Quatro palavras, e não uma. Como tudo que me cerca, ando vivendo de excessos. Coisas demais por fazer e/ou providenciar costumam me atrapalhar e desorientar. Livros empilhados, textos não escritos, blog rastejante, scraps inacabados, academia em suspenso, dieta idem … as vítimas desse demais e desta sensação enervante de ser preguiçosa.

Considero-me essencialmente pensamento, não ação. Mesmo assim, faço muito, e meu entorno insiste em sinalizar o quanto ainda falta. Fico ansiosa. Talvez me envolva com coisas demais por temer o abandono e a desistência. Insisto nas conclusões e finalizações, quando o desapego seria o mais sensato. Assim, fomento momentos e fases que congestionam o meu dia a dia, se chocam, não encontram espaço, escorrem por entre os dedos, escapam do meu olhar ou se perdem na neblina destes tempos chuvosos e invernosos, nas horas e semanas, felizmente termináveis.

Quem sabe perdi o ritmo! Cansei. Desanimei. Quem sabe, foram minhas prioridades que mudaram: o que era essencial tornou-se frugal e descartável. Tudo pode ser tudo. Ou nada. Neste momento, sinto que sou um tudo que se envolve e se absorve, se come e se devora toda por tudo e todos. Ando transbordante.

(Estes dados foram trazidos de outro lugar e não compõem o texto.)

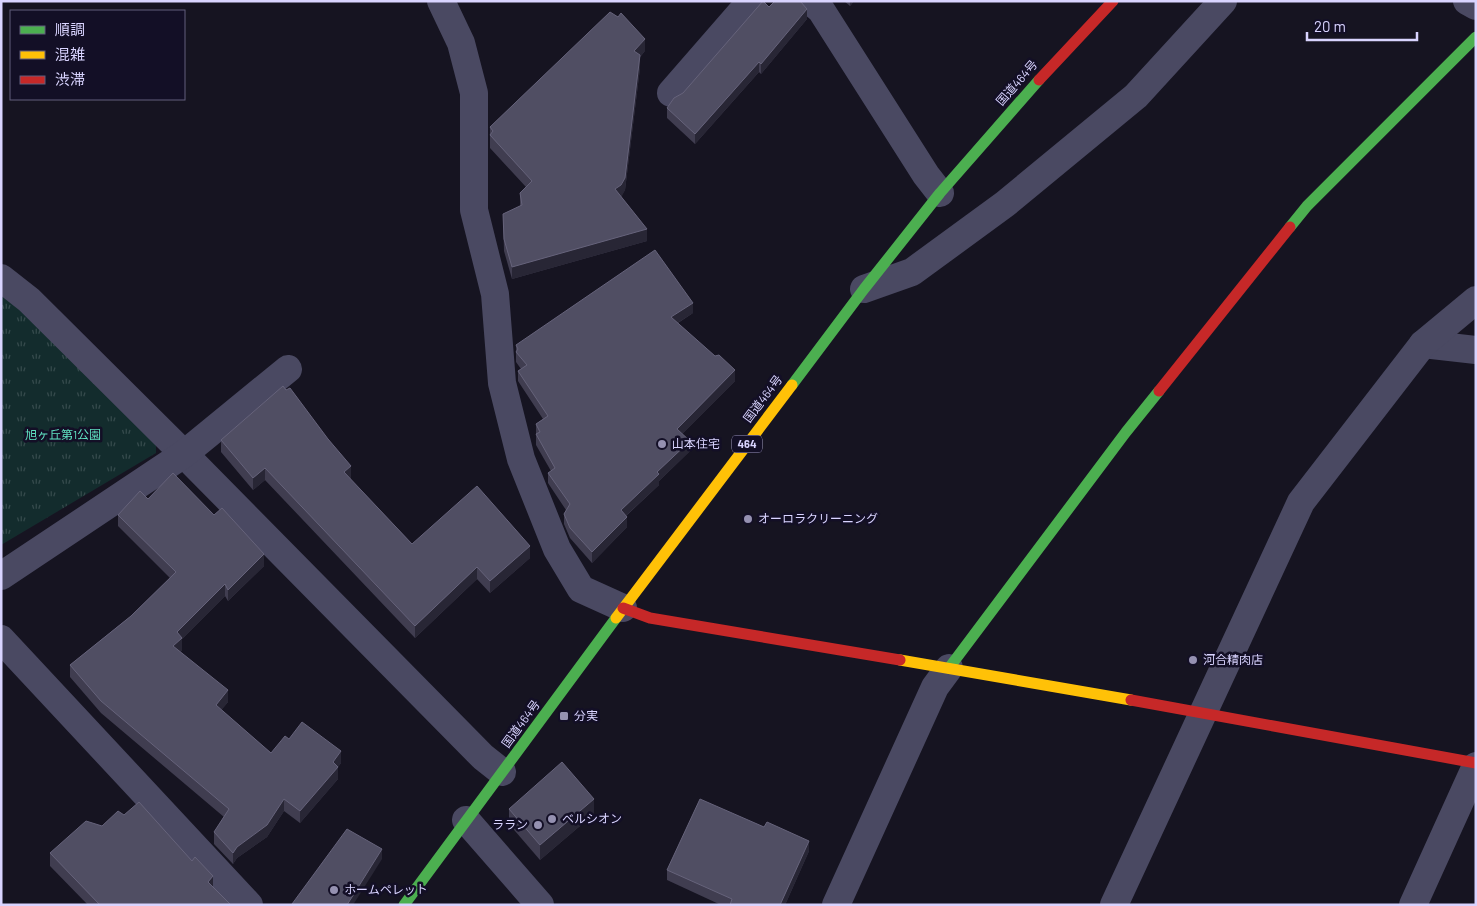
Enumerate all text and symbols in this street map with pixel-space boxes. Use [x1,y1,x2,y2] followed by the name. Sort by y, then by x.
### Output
[10,10,185,100] legend
[1307,10,1417,42] scale bar
[1314,17,1346,35] text: 20 m
[55,20,85,38] text: 順調
[55,45,85,63] text: 混雑
[993,57,1040,108] street label: 国道464号
[55,70,85,88] text: 渋滞
[740,372,784,425] street label: 国道464号
[25,427,101,441] park label: 旭ヶ丘第1公園
[672,436,720,450] place label: 山本住宅
[732,436,762,452] road number: 464
[656,438,668,450] marker: 山本住宅
[758,511,878,525] place label: オーロラクリーニング
[742,513,754,525] marker: オーロラクリーニング
[1203,652,1263,666] place label: 河合精肉店
[1187,654,1199,666] marker: 河合精肉店
[498,697,542,750] street label: 国道464号
[574,708,598,722] place label: 分実
[558,710,570,722] marker: 分実
[562,811,622,825] place label: ベルシオン
[546,813,558,825] marker: ベルシオン
[492,817,528,831] place label: ララン
[532,819,544,831] marker: ララン
[344,882,428,896] place label: ホームペレット
[328,884,340,896] marker: ホームペレット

Confirmei isso ao fazer minha primeira mandala em Arteterapia.

Arteterapia 015

Iniciei o curso em abril. Um encontro de 10, 11 horas por mês: sexta à noite, sábado: manhã e tarde. Com o curso pretendo integrar o que gosto, faço e sou, trabalhar e compartilhar terapeuticamente minhas paixões: a psicologia, a literatura e as artes. Nesta técnica, acabei percebendo o quanto o todo está misturado em mim: o quanto preciso investir mais em algumas áreas, e menos em outras; no quanto a criatividade permeia minha vida; o quanto me incomodam os espaços vazios; o quanto minha família é importante. Nada que eu já não soubesse! Gosto desta intensidade circulante e transbordante. Dessa integração que faz da minha vida um universo total e às vezes, um caos global. Prefiro sempre somar, juntar. Dividir parece diminuir o que me é tão caro e importante: minha família, quem sou, do que gosto, o mundo circundante, a criação e o misterioso.

Arteterapia

Ou seja, meus núcleos atuais. O eixo central que me mantém de pé e me faz seguir em frente.